__What you should do__: The answer must consist of every line below that holds the word "Truman".

Dataset entries:

- - - - - - -

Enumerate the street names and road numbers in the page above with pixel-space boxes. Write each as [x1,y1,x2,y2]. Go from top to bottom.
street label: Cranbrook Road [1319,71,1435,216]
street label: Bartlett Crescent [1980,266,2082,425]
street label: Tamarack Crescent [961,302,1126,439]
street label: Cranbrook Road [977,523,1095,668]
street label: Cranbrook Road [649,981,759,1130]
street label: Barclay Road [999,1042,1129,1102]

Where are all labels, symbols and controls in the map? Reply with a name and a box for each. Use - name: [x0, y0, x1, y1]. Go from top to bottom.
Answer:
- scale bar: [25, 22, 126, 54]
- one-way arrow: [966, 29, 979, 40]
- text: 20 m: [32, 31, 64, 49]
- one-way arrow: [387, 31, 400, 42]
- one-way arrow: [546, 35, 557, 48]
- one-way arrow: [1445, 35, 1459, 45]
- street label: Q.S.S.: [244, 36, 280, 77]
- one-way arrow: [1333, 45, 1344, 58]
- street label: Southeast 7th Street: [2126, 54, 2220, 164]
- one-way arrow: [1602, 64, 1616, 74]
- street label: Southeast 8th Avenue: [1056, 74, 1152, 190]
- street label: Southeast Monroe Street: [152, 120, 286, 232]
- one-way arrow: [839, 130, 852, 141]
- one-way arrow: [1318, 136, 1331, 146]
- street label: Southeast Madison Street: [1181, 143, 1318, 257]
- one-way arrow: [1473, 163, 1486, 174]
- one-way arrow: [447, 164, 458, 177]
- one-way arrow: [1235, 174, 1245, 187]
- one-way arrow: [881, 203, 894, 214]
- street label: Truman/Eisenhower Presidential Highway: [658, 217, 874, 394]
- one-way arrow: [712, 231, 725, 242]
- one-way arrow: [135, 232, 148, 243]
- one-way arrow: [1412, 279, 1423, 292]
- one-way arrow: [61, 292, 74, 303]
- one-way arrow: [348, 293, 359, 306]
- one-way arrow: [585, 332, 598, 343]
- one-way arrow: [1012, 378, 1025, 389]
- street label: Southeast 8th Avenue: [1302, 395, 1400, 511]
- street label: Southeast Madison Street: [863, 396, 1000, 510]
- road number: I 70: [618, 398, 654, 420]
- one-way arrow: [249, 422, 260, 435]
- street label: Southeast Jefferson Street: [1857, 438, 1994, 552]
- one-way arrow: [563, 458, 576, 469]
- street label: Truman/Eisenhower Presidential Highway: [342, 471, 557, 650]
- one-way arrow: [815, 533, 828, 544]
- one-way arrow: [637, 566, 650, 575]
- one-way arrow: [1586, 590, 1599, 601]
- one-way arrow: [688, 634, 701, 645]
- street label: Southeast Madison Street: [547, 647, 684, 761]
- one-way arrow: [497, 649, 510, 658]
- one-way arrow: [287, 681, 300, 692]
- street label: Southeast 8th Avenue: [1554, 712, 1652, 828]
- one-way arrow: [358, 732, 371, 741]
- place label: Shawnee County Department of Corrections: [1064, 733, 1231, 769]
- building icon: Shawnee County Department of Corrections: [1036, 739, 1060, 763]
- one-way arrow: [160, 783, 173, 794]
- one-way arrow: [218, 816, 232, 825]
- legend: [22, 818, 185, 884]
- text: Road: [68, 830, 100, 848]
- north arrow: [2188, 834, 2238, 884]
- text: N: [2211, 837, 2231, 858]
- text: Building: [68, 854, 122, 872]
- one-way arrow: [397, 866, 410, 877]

- - - - - - -

__Answer to this problem__:
- street label: Truman/Eisenhower Presidential Highway: [658, 217, 874, 394]
- street label: Truman/Eisenhower Presidential Highway: [342, 471, 557, 650]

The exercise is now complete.